**WHAT IS REQUIRED:**
Look through the data below, and copy each line that carries the word "Kalan".

**SOURCE DATA:**
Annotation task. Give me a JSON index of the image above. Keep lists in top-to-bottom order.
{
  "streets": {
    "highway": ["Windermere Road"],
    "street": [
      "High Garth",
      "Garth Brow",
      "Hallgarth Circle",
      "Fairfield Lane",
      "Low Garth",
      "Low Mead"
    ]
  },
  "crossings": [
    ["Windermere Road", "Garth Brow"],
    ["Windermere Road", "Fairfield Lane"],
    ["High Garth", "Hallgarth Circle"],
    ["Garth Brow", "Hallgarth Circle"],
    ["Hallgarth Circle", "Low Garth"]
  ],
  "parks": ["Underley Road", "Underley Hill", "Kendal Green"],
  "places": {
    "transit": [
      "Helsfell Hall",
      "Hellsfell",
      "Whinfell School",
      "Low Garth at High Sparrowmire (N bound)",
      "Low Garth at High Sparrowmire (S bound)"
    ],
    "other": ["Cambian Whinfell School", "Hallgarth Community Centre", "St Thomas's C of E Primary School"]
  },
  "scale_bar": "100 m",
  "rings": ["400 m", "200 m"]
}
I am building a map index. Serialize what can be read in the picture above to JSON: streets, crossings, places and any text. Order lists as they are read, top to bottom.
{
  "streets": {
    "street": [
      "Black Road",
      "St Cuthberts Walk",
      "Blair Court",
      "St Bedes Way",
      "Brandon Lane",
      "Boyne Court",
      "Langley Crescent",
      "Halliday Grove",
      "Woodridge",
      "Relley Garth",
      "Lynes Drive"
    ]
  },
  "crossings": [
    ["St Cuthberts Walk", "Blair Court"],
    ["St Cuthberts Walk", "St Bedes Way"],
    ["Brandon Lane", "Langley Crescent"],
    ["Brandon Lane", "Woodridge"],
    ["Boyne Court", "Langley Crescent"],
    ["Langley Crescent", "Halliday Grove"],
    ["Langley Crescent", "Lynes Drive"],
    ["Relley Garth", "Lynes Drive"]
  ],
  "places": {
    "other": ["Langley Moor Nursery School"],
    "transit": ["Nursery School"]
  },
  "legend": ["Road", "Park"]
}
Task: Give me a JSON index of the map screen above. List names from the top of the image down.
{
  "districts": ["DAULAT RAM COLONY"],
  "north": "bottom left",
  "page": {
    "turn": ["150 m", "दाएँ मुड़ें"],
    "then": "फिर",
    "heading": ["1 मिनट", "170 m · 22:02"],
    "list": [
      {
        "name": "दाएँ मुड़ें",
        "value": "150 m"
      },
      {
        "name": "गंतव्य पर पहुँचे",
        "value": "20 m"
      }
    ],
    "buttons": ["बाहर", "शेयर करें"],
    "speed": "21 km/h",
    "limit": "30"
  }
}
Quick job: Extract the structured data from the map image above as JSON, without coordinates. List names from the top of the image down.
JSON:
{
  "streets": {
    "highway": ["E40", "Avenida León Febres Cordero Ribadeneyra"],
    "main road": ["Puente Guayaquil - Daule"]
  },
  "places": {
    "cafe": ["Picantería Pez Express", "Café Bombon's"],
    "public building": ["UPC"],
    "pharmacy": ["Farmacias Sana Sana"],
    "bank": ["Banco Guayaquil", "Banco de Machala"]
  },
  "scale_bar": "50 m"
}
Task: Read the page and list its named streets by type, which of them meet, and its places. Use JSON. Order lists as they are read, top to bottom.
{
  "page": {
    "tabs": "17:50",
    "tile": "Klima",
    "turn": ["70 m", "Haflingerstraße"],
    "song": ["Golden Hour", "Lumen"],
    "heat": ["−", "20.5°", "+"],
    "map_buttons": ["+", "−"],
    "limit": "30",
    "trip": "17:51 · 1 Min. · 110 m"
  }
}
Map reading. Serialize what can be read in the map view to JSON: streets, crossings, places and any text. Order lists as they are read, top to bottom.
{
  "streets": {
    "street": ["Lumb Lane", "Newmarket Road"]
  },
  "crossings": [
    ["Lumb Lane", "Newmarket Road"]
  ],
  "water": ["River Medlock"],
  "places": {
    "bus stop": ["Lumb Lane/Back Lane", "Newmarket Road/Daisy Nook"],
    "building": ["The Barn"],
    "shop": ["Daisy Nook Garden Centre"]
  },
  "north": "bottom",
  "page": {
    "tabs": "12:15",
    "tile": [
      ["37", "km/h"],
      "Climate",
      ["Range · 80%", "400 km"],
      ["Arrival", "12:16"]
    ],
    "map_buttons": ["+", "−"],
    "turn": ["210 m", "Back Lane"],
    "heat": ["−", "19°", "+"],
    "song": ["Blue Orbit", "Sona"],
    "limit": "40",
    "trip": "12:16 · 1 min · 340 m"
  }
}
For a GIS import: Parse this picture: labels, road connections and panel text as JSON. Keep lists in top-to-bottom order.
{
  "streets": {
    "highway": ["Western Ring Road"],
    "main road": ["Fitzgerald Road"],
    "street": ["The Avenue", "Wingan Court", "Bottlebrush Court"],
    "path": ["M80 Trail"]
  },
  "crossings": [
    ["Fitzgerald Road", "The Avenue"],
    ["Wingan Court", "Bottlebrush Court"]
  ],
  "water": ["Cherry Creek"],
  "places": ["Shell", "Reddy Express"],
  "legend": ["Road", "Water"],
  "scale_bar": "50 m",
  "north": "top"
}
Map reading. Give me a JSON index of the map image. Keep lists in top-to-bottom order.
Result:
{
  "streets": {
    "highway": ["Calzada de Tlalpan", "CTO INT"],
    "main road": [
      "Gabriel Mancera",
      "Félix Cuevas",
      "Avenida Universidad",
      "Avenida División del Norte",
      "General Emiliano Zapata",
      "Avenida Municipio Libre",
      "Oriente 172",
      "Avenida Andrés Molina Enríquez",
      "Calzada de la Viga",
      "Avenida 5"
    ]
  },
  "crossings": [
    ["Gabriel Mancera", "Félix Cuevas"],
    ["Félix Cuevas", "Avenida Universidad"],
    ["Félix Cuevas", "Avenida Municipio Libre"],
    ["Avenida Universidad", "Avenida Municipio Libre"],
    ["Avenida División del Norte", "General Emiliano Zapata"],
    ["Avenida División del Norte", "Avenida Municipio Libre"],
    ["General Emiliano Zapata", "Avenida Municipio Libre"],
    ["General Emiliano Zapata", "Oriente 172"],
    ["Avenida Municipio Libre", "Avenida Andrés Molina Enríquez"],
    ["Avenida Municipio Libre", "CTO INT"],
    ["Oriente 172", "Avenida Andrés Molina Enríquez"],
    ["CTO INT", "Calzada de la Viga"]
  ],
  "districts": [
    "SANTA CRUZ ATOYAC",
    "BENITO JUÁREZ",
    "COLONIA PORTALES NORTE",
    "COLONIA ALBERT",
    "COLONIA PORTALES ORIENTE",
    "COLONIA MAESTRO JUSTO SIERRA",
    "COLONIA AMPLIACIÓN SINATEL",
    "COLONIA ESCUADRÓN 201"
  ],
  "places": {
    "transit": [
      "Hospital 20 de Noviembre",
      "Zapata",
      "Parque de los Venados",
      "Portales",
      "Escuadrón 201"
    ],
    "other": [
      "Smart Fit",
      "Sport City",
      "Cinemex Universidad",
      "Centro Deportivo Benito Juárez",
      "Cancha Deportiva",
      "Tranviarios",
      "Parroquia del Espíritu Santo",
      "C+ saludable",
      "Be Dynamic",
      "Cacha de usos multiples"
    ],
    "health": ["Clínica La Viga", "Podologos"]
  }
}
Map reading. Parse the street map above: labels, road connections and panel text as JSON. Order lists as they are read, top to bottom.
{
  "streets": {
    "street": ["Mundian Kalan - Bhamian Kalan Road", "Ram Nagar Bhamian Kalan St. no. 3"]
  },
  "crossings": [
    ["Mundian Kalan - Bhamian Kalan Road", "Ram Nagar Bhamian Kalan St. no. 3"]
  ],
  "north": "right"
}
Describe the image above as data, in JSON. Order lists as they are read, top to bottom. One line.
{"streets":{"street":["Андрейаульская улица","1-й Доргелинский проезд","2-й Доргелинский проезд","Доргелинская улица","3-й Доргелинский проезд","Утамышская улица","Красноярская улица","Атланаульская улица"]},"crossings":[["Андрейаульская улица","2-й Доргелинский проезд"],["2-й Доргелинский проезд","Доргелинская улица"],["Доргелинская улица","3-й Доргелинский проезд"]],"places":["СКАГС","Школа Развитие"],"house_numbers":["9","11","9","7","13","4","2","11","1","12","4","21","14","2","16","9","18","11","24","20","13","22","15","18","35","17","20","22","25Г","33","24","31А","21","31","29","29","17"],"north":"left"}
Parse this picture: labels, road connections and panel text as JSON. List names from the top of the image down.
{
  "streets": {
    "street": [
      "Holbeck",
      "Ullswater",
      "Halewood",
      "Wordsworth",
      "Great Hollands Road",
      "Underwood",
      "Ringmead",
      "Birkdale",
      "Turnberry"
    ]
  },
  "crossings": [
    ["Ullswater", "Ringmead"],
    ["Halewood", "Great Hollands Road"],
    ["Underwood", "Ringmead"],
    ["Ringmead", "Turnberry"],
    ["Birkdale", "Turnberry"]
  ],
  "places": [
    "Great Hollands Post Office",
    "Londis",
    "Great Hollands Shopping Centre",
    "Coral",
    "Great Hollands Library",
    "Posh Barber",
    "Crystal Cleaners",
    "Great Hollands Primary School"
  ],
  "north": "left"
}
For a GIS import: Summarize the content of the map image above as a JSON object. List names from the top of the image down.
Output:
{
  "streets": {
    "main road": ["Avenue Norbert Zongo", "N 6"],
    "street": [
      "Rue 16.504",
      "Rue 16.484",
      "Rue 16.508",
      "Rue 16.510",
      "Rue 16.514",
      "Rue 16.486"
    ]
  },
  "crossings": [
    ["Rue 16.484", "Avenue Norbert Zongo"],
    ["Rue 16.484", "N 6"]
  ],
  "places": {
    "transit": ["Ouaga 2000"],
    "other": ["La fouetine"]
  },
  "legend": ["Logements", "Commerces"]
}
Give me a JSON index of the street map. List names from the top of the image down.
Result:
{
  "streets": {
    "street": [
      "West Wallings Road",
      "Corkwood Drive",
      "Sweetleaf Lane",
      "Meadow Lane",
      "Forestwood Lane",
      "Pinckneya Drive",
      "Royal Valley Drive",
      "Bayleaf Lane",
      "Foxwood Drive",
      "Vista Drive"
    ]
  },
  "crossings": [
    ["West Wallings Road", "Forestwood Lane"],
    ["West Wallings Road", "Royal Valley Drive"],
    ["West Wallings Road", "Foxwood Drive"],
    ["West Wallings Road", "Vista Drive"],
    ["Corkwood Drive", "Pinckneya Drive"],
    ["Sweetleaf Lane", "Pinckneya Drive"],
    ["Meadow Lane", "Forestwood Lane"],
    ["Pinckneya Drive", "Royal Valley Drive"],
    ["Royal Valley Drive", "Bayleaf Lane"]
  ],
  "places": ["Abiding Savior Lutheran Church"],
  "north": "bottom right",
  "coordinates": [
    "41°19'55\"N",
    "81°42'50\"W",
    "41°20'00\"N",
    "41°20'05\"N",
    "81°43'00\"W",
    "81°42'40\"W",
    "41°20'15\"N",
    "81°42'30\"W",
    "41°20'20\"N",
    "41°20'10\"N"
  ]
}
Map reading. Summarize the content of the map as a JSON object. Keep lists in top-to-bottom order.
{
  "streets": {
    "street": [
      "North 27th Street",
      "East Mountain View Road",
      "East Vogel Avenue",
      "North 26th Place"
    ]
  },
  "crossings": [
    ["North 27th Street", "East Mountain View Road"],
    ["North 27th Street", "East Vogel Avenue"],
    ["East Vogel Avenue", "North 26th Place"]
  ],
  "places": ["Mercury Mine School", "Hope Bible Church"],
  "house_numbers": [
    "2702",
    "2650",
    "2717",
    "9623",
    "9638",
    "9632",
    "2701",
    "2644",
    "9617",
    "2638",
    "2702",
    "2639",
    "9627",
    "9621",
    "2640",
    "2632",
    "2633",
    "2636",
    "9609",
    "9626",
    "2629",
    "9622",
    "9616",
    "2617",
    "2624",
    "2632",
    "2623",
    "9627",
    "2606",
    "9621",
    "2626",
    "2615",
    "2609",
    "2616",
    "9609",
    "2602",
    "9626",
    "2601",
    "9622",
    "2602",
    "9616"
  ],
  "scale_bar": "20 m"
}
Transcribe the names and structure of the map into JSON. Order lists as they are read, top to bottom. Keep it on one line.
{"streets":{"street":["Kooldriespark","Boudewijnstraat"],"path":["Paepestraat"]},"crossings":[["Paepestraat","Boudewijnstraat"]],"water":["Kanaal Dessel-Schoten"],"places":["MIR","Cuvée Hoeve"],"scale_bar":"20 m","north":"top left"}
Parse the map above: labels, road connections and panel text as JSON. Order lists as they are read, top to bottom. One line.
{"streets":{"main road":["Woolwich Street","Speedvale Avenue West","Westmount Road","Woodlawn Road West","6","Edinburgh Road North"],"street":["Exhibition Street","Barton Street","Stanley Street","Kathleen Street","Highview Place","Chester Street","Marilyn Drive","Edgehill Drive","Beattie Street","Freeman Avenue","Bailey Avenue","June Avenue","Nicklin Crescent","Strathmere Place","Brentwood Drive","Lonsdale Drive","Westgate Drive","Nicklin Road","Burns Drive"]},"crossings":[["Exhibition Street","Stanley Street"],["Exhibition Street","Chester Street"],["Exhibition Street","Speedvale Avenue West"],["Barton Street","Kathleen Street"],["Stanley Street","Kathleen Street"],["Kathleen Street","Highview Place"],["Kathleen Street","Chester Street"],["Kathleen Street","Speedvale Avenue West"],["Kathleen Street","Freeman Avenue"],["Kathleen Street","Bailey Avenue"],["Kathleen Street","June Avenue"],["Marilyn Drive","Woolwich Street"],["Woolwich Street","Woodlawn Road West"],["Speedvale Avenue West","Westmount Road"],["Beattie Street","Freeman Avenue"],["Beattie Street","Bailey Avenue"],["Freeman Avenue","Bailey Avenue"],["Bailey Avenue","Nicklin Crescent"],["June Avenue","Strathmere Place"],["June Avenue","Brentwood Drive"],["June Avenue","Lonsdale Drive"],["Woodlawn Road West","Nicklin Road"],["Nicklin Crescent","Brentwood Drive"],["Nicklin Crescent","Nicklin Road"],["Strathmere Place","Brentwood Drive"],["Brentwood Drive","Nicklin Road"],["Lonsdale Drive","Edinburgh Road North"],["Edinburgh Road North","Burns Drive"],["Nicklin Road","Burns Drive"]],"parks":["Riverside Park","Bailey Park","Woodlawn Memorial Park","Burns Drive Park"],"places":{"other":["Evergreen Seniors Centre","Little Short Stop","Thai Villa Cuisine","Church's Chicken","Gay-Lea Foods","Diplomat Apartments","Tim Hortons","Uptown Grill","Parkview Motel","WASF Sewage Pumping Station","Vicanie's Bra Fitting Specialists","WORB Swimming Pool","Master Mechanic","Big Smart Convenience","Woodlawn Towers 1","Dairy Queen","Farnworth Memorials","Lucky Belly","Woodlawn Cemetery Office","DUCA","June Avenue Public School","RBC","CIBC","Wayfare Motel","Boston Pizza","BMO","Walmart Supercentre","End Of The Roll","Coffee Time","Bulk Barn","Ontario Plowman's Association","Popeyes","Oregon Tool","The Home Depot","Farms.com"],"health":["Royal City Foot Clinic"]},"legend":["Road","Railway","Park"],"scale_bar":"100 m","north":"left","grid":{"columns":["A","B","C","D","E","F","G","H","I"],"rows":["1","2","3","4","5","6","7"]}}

**ANSWER TO THE EXERCISE:**
    "street": ["Mundian Kalan - Bhamian Kalan Road", "Ram Nagar Bhamian Kalan St. no. 3"]
    ["Mundian Kalan - Bhamian Kalan Road", "Ram Nagar Bhamian Kalan St. no. 3"]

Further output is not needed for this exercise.